Она тут же поняла, что он сделал. Подтянула коленку повыше и уперлась в нее лбом, подумала.
— Я вернусь, — очень тихо сказала она.
— Ты?
— Да. По правде.
И тогда он отпустил от себя все — всякий контроль. Он кинулся под ветер долгого своего одиночества, сотрясаясь ужасно. Он заплакал. Она взяла его за руки. На них двоих смотрели плавучие утки. Море стыло под дымчатым солнцем. Где-то в городе у них за спиной играл аккордеон. Из-за ветшающих мифических статуй кричали Друг Другу приговоренные дети. Лету конец.
Вернувшись в «Миттельверке», он снова и снова пытался попасть в лагерь «Дора» и отыскать Ильзе. Вайссман больше ничего не значил. Эсэсовские охранники всякий раз бывали учтивы, относились с пониманием, мимо них никак не проскочишь.
А работы навалилось неописуемо. Пёклеру не удавалось поспать и двух часов в сутки. Военные вести проникали под гору только слухами и дефицитом.

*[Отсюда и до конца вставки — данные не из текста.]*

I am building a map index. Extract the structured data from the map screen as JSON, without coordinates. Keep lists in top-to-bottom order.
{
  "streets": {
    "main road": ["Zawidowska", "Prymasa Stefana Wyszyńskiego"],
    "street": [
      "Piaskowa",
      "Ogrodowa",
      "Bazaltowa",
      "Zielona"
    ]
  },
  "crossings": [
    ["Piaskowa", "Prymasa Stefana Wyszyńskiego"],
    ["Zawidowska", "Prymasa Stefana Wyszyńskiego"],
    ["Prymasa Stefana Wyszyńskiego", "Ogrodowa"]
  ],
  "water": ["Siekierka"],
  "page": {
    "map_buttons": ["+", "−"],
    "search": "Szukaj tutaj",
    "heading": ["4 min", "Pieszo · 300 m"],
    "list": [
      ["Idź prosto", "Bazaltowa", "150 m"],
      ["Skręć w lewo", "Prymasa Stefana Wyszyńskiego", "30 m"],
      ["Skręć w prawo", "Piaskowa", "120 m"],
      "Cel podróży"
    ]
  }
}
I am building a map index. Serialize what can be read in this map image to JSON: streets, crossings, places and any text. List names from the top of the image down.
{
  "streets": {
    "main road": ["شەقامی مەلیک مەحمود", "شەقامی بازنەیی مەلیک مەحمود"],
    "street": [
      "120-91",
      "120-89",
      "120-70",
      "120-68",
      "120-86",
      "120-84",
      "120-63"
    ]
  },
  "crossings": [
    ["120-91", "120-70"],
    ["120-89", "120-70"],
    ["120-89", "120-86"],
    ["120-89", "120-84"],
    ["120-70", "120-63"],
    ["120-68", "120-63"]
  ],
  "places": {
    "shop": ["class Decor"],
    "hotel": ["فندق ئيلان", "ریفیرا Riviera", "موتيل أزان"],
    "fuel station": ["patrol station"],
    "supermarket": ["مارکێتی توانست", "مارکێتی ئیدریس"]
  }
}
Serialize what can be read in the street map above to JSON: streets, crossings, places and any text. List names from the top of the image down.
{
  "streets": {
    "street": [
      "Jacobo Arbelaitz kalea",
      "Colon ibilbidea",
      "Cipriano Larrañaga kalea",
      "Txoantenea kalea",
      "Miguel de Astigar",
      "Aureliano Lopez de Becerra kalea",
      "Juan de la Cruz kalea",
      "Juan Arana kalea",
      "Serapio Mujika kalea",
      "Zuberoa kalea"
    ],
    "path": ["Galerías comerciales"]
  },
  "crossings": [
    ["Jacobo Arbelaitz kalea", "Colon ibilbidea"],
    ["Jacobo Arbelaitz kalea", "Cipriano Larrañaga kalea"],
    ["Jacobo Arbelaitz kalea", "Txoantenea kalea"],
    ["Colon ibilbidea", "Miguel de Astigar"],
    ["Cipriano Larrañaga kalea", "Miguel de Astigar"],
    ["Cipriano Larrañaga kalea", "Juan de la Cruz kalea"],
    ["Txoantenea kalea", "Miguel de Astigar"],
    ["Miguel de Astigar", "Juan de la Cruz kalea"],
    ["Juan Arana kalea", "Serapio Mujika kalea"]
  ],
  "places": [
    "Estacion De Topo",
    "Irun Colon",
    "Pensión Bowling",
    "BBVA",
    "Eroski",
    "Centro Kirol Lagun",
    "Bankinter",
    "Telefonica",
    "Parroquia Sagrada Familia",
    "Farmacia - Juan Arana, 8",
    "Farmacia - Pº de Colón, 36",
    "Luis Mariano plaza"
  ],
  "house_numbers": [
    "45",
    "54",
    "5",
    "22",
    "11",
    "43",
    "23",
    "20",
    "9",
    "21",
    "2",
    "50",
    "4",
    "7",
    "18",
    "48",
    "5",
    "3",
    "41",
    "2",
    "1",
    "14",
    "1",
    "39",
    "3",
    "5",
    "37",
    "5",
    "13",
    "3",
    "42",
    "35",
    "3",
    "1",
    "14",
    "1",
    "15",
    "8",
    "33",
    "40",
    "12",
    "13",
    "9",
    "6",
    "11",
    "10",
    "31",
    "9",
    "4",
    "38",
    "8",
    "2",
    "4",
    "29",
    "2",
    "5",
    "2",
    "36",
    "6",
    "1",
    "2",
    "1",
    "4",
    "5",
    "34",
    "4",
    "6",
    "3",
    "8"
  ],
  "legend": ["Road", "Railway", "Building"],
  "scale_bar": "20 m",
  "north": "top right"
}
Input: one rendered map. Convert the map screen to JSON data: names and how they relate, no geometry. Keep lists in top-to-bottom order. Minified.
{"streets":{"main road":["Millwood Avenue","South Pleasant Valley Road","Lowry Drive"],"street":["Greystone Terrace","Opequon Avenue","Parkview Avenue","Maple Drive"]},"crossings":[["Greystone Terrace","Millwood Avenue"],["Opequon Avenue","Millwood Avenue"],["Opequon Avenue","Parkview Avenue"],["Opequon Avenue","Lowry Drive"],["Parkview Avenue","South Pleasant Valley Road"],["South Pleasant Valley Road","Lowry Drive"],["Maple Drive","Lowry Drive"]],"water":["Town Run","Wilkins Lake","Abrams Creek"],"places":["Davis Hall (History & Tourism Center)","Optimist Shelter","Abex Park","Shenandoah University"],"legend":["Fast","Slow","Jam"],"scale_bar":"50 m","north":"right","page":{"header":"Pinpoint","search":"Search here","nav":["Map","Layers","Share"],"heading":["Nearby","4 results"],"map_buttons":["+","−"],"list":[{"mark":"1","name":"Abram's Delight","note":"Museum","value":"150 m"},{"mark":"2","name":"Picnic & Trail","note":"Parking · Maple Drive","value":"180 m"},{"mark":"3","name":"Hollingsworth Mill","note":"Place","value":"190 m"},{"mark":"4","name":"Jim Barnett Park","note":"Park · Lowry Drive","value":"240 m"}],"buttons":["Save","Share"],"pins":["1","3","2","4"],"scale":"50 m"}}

Философия закупок раньше была «треугольной» — для одной детали три возможных источника на случай, если какой-нибудь уничтожат. В зависимости от того, что откуда не поступало или насколько запаздывало, ты понимал, какие заводы разбомбили, какую железную дорогу перерезали. Под конец уже нужно было стараться производить многие компоненты на месте.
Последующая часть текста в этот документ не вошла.